In 1843, on the Disruption of the church of Scotland, Anderson and his colleagues joined the Free Church, and thenceforward the mission was carried on in connection with that church. The subject of female education soon attracted Anderson's attention. There was no difficulty in securing the attendance of girls of the lower castes; but in the case of native caste girls the difficulty was, and still is, very great. Indian girls marry early, and native parents see none of the material benefits to be derived from their education, which induce them to send their sons to mission schools, even at the risk of their being led to change their religion. But these obstacles were gradually overcome in some measure, and before Anderson's death seven hundred Hindu and Mohammedan girls, the majority of the former belonging to families of good caste, were under instruction in the schools of the mission. In this branch of his work Anderson was greatly helped by Mrs. Anderson. Anderson revisited Scotland
in 1849, when he was accompanied by P. Bajahgopaul, one of his first converts. He returned to India in December 1850 and died on 25 March 1855.

==Death and legacy==
Anderson died at Madras in March 1855, after a short illness.

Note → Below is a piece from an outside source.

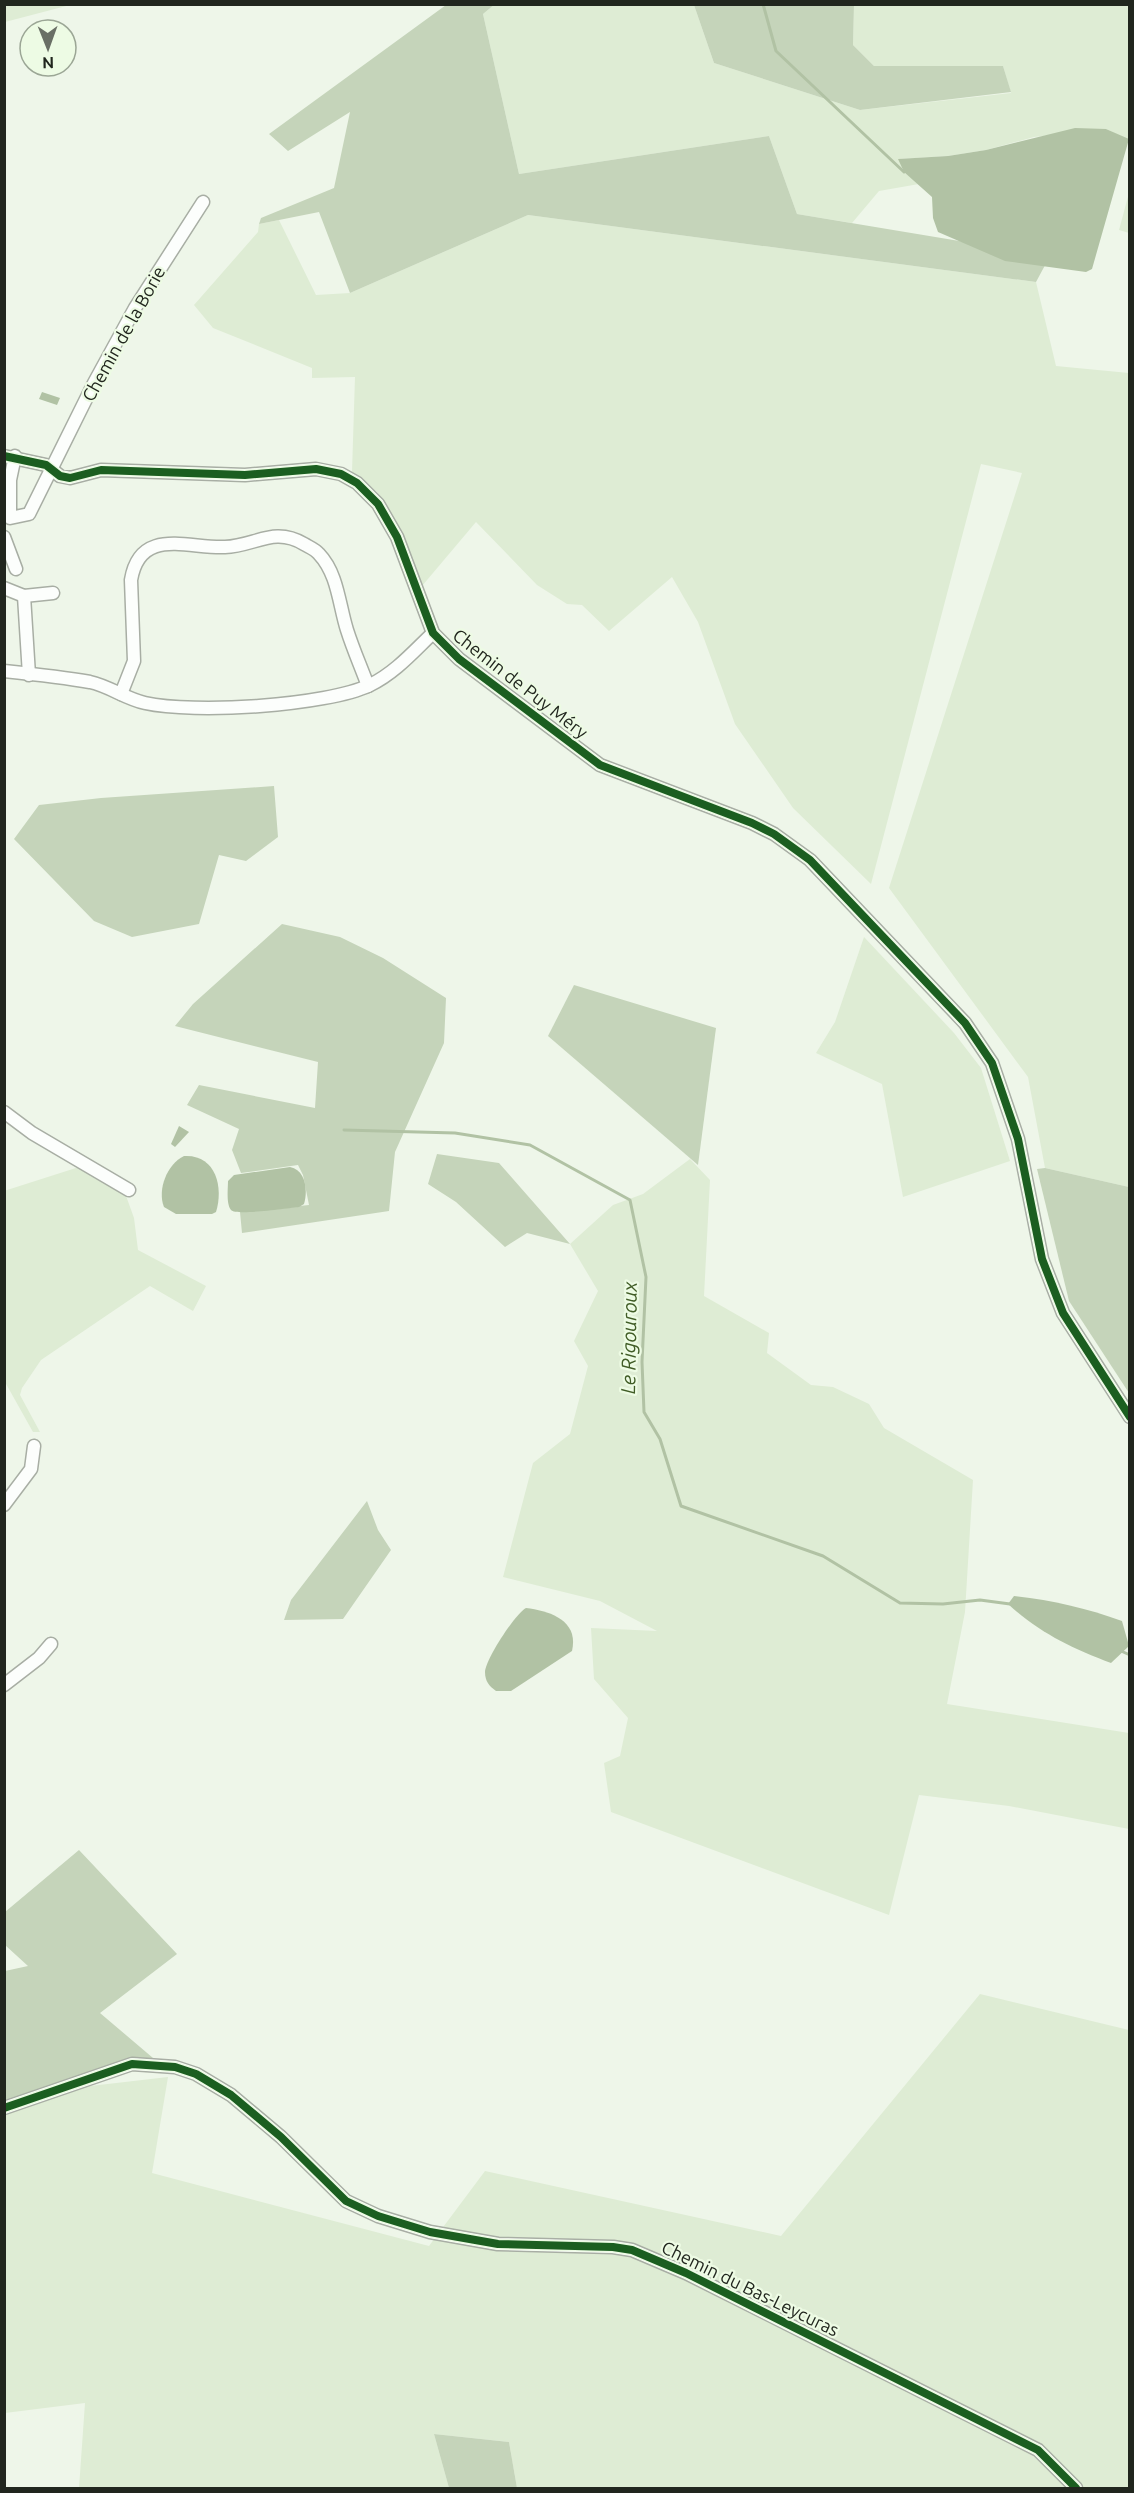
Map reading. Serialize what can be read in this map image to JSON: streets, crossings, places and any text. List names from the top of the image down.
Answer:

He had laboured indefatigably for eighteen years at the work for which he had been set apart; only once during that period revisiting his native land, whither he was accompanied by the Rev. P. Rajahgopál, one of his first converts. His constitution, naturally strong, had become enfeebled by his incessant toils and anxieties in a debilitating climate. His work for India was entirely educational. He established schools
in various centres, and greatly helped by his wife, devoted himself to the instruction of native girls of all castes and creeds
giving special attention to those of higher caste as being more difficult to draw within Christian influences. Before his death
seven hundred Hindu and Mohammedan girls were in attendance at his mission schools.

The Anderson Church, Chennai is named after him.

==Family==
He married 29 January 1847, Margaret Locher (died without issue), a Swiss lady from Zurich, appointed in 1845 missionary at Madras of the Ladies' Association of the Church of Scotland. She joined the Free Church in April 1846.